In eastern Khan Yunis, farmer Rafik al-Najjar harvested his wheat crop with four workers. “This is our last hour of wheat harvest reaping. We made it safely,” he sighed with relief.
Najjar told Al-Monitor he began to harvest the crops in early May after he heard Israel was allowing farmers access to the zone.
“However, Israel did not allow us to reap our agricultural crops, and it made incursions into the buffer zone on May 4,” he added.
On May 4, the eastern border of the Gaza Strip saw a military escalation unprecedented since the end of the latest war on Gaza. Israeli military vehicles crossed about 150 meters (164 yards) into the eastern border of the southern Gaza provinces in a bid to deploy soldiers. In response, the Palestinian resistance pounded these vehicles with mortar fire.
Ismail Haniyeh, deputy head of Hamas’ political bureau, commented on the incursions during his Friday sermon May 6 in the central Gaza Strip. “The resistance will not allow the occupation to impose a new equation, neither within the Gaza border nor in the buffer zone,” he said.
On May 7, the Israeli forces’ incursions ended and so did the confrontations with the resistance. This allowed farmers to return to harvesting, although the reprieve was short-lived: The army soon resumed sporadic but frequent firing on farmers.
“Despite the end of the military escalation, farmers are still working amid concerns because of the daily firing incidents from military towers along the Gaza border,” Najjar added.
The ICRC has not issued any media statements about the recent Israeli violations, and Al-Monitor could not reach ICRC officials for comment.
Medhat Helles, advocacy and media programs coordinator at the Agricultural Development Association in Gaza, told Al-Monitor, “Israel only allowed farmers to reap crops for a limited period of time, ending with the end of the wheat and barley harvest season, which does not exceed a week.”
He added, "Even still, farmers fear for their lives and are not working freely due to the repeated shootings taking place." He noted that the risk of fire does not stop at 300 meters, but can reach up to a kilometer (about half a mile).
According to Helles, Israeli soldiers asked farmers to stay 100 meters away from the border when harvesting crops in the buffer zone.
The buffer zone measures 22,500 acres and accounts for 25% of total agricultural production in the Gaza Strip, said Nizar al-Wahidi, the Land and Irrigation Department director in the Gaza Ministry of Agriculture.
“Ever since the end of the latest war on Gaza, Israel allowed farmers to cultivate this zone using short crops that do not grow higher than 80 centimeters [2.6 feet] such as wheat and barley, as it forbids them from establishing greenhouses or buildings there,” Wahidi told Al-Monitor.

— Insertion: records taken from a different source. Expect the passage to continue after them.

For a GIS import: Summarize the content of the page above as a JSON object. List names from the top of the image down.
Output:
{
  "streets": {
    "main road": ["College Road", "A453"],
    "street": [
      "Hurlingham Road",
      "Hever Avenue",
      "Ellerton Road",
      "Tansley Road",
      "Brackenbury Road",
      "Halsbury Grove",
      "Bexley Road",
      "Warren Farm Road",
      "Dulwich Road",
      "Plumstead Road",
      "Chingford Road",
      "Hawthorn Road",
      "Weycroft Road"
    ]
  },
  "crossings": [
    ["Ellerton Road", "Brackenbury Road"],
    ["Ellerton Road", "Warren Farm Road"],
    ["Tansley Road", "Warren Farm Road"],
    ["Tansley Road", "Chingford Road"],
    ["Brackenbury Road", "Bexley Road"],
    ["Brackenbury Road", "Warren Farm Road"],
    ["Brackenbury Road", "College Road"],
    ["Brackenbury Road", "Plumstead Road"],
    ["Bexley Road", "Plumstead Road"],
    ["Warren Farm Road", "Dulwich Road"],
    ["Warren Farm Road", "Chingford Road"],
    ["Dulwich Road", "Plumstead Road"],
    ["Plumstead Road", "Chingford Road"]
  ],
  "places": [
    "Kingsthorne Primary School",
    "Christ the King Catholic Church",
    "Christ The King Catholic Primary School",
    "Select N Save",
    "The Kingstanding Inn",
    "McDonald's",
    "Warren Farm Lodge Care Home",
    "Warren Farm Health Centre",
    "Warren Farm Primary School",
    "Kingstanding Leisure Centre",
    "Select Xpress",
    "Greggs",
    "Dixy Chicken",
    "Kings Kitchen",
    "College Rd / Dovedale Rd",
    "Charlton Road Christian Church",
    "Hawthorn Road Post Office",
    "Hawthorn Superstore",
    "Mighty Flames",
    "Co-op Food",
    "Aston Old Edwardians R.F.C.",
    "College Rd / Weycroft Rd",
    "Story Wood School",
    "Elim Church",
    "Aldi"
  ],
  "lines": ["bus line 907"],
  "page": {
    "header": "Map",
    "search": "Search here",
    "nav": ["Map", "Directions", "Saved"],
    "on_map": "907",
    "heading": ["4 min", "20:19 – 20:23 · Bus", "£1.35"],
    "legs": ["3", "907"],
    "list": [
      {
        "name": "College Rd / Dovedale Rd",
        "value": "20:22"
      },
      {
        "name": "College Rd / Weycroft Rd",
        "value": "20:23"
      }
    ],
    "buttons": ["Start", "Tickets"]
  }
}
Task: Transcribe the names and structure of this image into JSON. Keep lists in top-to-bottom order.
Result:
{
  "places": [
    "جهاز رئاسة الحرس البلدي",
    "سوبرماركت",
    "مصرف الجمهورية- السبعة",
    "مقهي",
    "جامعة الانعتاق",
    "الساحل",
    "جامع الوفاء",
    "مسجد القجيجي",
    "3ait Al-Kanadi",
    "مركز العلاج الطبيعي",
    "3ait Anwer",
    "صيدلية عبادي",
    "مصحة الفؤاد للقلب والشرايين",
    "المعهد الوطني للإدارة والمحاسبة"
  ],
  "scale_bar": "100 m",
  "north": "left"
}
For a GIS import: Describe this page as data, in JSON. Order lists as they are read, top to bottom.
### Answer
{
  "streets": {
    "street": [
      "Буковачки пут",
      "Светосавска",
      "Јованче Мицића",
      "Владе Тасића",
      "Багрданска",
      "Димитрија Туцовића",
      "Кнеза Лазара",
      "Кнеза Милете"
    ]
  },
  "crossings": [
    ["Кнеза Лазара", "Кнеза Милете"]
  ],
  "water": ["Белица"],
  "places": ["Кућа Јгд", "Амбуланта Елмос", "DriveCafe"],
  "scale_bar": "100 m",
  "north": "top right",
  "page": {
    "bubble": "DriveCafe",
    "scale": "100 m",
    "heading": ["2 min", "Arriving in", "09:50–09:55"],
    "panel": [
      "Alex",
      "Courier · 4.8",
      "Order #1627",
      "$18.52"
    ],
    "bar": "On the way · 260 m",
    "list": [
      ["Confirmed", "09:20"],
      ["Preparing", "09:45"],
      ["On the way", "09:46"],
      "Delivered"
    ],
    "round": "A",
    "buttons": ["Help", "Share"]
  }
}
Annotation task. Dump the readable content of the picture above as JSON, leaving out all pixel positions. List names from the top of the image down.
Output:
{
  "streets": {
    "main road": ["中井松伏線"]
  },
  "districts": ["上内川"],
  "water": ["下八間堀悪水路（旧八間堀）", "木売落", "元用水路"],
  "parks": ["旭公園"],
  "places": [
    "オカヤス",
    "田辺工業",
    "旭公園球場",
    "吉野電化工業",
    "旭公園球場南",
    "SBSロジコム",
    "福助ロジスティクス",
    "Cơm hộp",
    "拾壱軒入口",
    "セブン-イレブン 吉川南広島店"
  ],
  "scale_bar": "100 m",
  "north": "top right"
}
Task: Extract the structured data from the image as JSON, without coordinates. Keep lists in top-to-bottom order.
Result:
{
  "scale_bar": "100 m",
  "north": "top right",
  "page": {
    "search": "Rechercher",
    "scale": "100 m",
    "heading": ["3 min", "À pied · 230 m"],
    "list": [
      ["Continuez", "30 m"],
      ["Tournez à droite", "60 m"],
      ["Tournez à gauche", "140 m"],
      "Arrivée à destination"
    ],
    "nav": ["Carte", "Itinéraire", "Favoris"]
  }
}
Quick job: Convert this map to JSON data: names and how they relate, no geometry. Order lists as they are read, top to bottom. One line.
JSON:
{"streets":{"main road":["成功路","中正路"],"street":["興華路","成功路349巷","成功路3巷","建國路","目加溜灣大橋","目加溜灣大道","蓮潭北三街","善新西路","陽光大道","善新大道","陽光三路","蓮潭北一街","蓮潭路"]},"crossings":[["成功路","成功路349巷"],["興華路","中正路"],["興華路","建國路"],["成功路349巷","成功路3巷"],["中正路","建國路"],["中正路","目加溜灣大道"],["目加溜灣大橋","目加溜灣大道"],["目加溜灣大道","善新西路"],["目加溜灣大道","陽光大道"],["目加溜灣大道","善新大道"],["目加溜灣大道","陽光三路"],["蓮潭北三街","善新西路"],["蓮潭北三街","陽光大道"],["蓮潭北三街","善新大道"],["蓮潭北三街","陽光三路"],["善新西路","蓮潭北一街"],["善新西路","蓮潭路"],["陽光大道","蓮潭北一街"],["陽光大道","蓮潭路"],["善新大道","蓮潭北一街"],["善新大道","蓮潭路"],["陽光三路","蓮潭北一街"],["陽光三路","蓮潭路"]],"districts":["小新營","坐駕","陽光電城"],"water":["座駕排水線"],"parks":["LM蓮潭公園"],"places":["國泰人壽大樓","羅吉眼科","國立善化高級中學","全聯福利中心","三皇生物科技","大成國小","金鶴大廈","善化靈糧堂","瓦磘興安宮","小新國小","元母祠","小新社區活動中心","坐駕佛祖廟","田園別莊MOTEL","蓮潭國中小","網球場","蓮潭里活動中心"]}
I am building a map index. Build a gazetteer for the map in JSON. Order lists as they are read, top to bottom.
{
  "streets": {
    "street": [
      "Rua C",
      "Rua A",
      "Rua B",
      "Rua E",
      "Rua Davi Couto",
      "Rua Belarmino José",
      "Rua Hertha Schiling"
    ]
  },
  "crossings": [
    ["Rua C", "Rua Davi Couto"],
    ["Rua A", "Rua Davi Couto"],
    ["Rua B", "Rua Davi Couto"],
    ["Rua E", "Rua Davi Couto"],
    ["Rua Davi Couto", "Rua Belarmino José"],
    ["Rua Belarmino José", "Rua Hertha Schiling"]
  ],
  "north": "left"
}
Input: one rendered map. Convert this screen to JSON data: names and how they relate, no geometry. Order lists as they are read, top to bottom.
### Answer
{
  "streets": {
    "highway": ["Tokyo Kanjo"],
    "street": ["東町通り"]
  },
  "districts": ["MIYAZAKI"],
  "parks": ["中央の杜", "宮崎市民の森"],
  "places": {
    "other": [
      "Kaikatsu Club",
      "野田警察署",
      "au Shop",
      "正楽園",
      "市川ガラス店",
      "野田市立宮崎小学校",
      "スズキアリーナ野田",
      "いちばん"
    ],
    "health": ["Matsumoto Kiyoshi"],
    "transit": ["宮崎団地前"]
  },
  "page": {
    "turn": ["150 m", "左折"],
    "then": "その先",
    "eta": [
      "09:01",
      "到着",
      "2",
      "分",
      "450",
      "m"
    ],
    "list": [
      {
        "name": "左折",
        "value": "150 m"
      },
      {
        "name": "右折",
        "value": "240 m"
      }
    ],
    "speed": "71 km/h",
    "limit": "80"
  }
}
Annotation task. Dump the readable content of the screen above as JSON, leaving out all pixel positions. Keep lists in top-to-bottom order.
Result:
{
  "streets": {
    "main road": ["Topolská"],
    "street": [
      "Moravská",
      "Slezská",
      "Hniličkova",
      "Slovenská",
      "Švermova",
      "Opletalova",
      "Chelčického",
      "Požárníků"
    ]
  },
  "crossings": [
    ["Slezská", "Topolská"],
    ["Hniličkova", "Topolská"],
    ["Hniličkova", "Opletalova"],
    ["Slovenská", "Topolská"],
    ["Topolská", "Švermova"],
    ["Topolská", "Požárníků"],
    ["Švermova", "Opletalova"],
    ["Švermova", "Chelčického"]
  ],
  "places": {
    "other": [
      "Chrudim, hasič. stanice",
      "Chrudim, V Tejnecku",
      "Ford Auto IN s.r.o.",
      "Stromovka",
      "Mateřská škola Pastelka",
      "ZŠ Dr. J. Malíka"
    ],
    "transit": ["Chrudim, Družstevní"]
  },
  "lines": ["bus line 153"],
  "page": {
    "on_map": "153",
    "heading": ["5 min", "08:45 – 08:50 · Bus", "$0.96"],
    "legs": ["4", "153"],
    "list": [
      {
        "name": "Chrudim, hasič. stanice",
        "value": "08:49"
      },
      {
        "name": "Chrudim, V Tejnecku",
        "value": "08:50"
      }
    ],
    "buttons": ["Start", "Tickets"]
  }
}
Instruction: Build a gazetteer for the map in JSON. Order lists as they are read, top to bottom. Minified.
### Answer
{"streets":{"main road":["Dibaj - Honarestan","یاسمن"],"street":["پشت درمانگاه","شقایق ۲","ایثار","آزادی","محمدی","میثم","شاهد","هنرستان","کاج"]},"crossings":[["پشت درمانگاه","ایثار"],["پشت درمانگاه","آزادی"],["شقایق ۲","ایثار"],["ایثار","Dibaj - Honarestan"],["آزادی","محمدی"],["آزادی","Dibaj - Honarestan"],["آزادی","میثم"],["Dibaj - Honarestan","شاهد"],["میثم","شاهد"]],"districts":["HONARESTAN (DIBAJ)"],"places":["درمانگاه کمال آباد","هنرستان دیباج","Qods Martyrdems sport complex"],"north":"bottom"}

He pointed out that after the truce was signed in 2014, farmers were able to return to the buffer zone to rehabilitate and cultivate their land. This led to a boom in agricultural production in Gaza. However, the Israeli army began shooting at farmers again in mid-2015, making them afraid to work.
For Helles, the buffer zone lands are among the most fertile and vital agricultural lands in Gaza, but they are not optimally exploited. Farmers prefer not to invest in the land because of the Israeli policies.